→ What you need to do:
Once the pictures are set aside, retype the remaining entries exactly.

══════════════════════════════

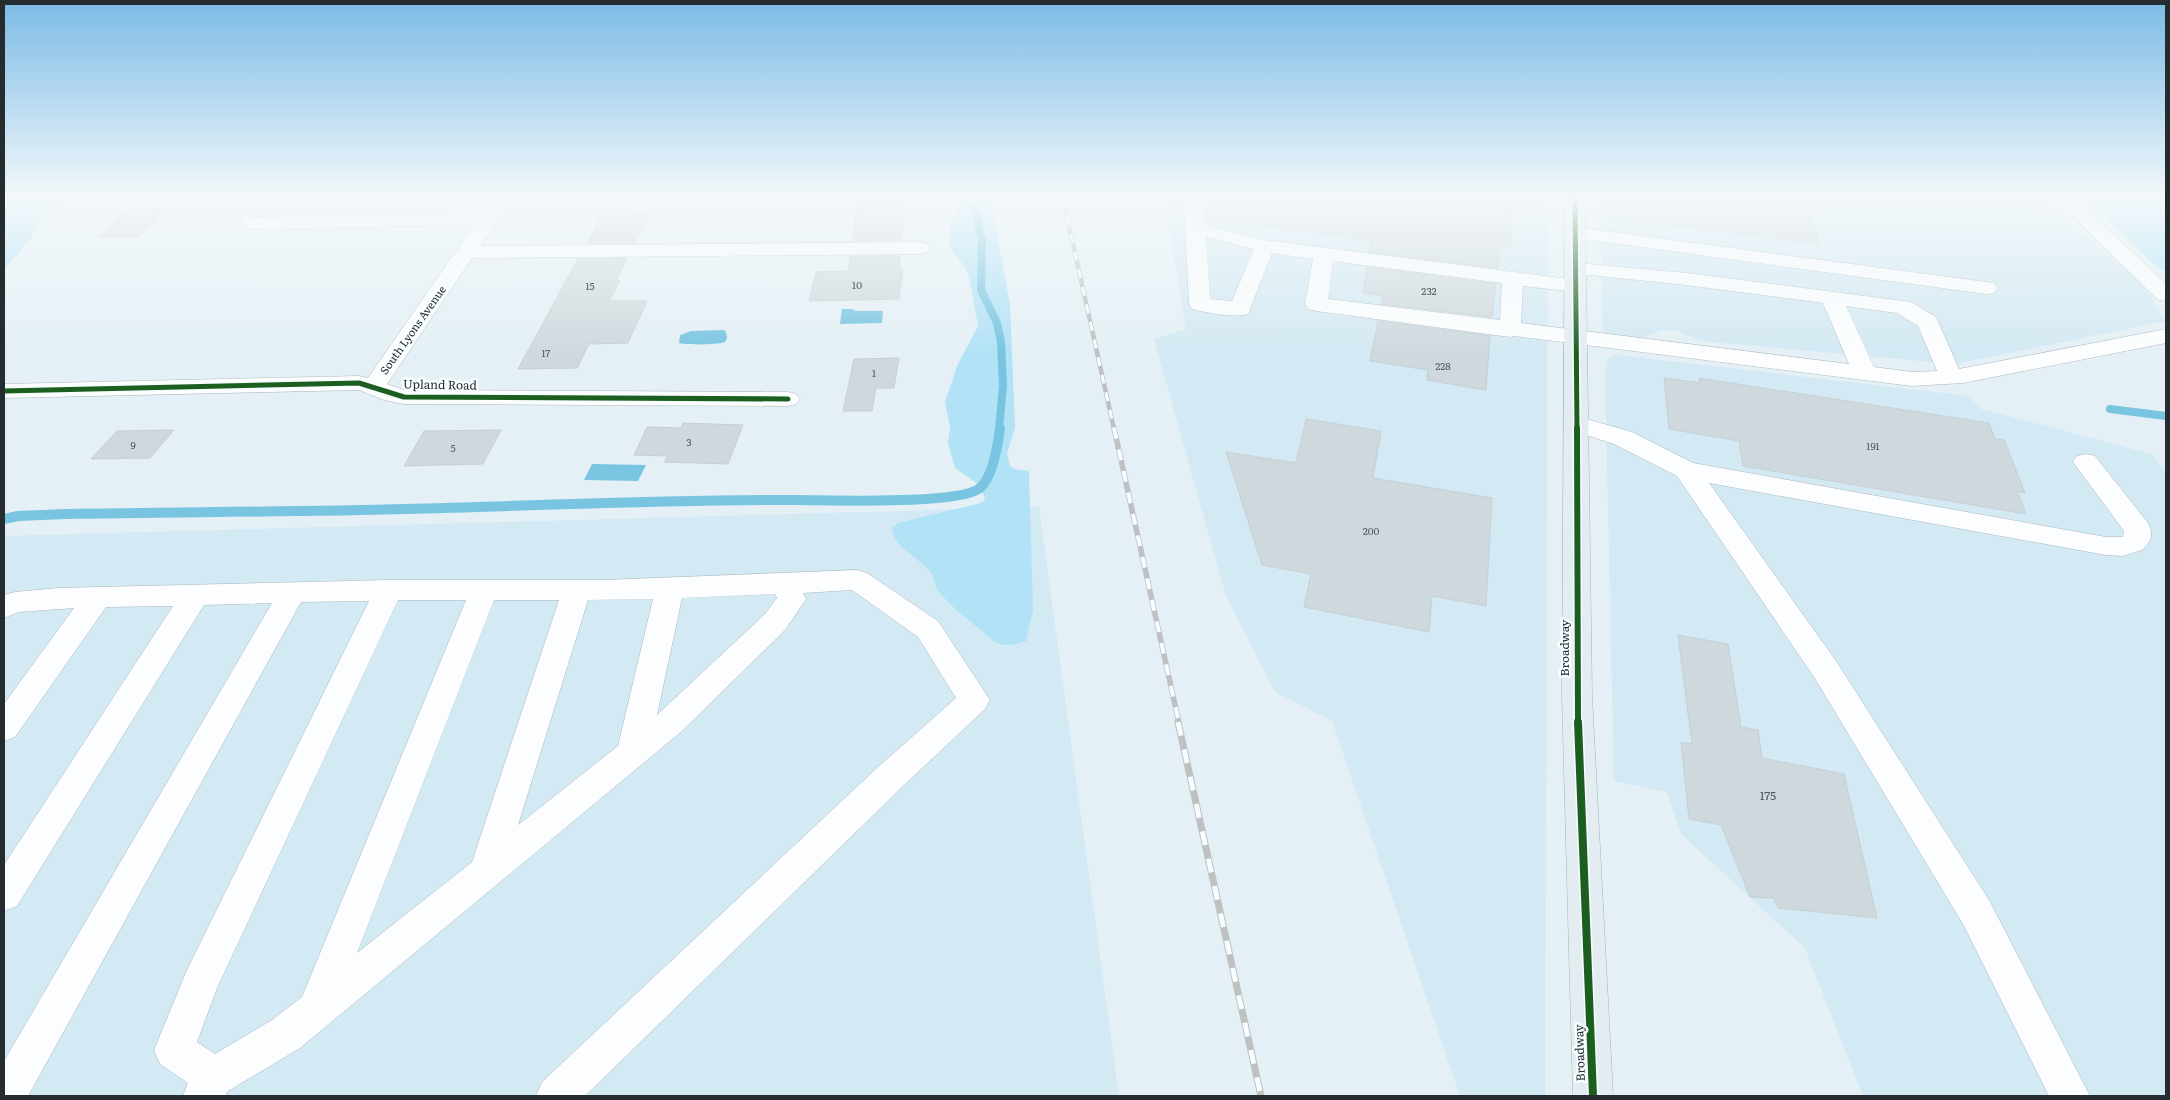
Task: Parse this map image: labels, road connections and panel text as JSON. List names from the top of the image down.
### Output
{
  "streets": {
    "main road": ["Broadway"],
    "street": ["South Lyons Avenue", "Upland Road"]
  },
  "crossings": [
    ["South Lyons Avenue", "Upland Road"]
  ],
  "house_numbers": [
    "10",
    "15",
    "232",
    "17",
    "228",
    "1",
    "3",
    "9",
    "191",
    "5",
    "200",
    "175"
  ]
}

══════════════════════════════

→ Solution to this task:
Task: Parse this map image: labels, road connections and panel text as JSON. List names from the top of the image down.
### Output
{
  "streets": {
    "main road": ["Broadway"],
    "street": ["South Lyons Avenue", "Upland Road"]
  },
  "crossings": [
    ["South Lyons Avenue", "Upland Road"]
  ],
  "house_numbers": [
    "10",
    "15",
    "232",
    "17",
    "228",
    "1",
    "3",
    "9",
    "191",
    "5",
    "200",
    "175"
  ]
}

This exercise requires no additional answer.